In our last blog we covered two possible causes of intermenstrual bleeding and heavy periods. This can be worrying situation for a woman and and can have a big effect on everyday life.
There is not always an underlying cause, but it can be a result of many different types of problems. This is why it is so important to speak to your GP about your symptoms. Your GP may examine you, take some blood and urine samples, or arrange a smear test or an ultrasound scan.
Literature states that transvaginal ultrasound is the primary test in the detection and evaluation of gynaecological pathologies. As a considerably simple and non-invasive method, it has a good accuracy rate in diagnosing uterine or ovarian abnormalities. Transvaginal scan is preferred over the transabdominal method as it enables better visualisation of the ovaries and endometrium.
One of other causes can be pelvic inflammatory disease (PID). PID is an infection of the female upper genital tract, including the uterus, fallopian tubes and ovaries. Most cases are caused by a bacterial infection that’s spread from the vagina or the cervix to the reproductive organs higher up. If diagnosed at an early stage, PID can be treated with a course of antibiotics, which usually lasts for 14 days. You might be given a mixture of antibiotics to cover the most likely infections, and often an injection as well as tablets.
The early stages of an infection bring accumulation of simple fluid in the endometrial canal, fallopian tubes and pelvis, which are visible on ultrasound. As the disease progresses, the fallopian tubes become thicker and fill with complex fluid. Later, tubal-ovarian and pelvic abscesses form thick-walled, complex fluid collections.
Also, Polycystic Ovary Syndrome can cause irregular bleeding (PCOS). The exact cause of PCOS is unknown, but it often runs in families. It’s related to abnormal hormone levels in the body, including high levels of insulin. Insulin is a hormone that controls sugar levels in the body. This contributes to the increased production and activity of hormones like testosterone. Polycystic ovaries contain a large number of harmless follicles that are up to 8mm (approximately 0.3 inch) in size. The follicles are underdeveloped sacs in which eggs develop. In PCOS, these sacs are often unable to release an egg, which means ovulation does not take place. The images found on the ultrasound, in conjunction with the results of blood tests and a thorough examination of both you and your medical history, are used to diagnose this syndrome.

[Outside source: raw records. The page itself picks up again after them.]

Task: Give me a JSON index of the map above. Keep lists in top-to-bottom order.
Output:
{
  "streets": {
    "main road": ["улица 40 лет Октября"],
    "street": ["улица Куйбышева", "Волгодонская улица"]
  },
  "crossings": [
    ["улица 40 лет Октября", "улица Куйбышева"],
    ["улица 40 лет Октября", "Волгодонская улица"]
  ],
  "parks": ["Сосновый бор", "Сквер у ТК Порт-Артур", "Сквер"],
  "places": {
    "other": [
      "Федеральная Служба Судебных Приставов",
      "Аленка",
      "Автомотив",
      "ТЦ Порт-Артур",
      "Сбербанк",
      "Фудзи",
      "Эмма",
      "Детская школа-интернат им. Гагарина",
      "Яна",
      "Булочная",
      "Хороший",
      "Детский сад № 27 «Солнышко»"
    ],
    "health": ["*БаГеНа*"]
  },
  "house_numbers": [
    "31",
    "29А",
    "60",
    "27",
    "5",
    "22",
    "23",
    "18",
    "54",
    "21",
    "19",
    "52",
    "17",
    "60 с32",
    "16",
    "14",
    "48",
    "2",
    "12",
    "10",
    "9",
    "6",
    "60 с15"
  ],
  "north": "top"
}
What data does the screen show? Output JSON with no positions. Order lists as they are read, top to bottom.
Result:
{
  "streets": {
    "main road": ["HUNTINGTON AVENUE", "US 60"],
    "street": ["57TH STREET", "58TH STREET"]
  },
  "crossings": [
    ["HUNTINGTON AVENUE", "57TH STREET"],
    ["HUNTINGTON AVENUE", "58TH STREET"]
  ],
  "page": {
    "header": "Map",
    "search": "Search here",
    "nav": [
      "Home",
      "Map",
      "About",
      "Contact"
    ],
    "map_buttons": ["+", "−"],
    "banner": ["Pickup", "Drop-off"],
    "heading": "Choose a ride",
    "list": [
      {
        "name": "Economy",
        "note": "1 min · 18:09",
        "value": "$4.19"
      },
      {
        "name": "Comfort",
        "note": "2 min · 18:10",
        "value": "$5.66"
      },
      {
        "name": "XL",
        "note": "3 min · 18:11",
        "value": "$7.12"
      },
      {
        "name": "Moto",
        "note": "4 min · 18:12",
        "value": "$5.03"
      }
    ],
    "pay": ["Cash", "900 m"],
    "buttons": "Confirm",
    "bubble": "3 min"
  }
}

In the past lots of women were diagnosed with PCOS and they have changed the diagnostic criteria for the following. The Rotterdam Criteria, the current diagnostic criteria for women with PCOS, state that a woman has PCOS if she has following three criteria:
- Absent or irregular menstrual cycles (eight or fewer periods in one year). Since only two of these three criteria need to be met, there are some women who will meet the criteria for a diagnosis of PCOS despite having regular monthly menstrual cycles.
- High androgens on blood work or signs of high androgens in the body such as acne, excessive hair growth, or male pattern hair loss. Blood tests often reveal elevated testosterone and free testosterone levels.
- The presence of follicles-commonly referred to as cysts erroneously—on an ultrasound. Some criteria define PCOS as having 12 or more small follicles in both ovaries. However, doctors do not typically rely solely on that definition in order to make a diagnosis.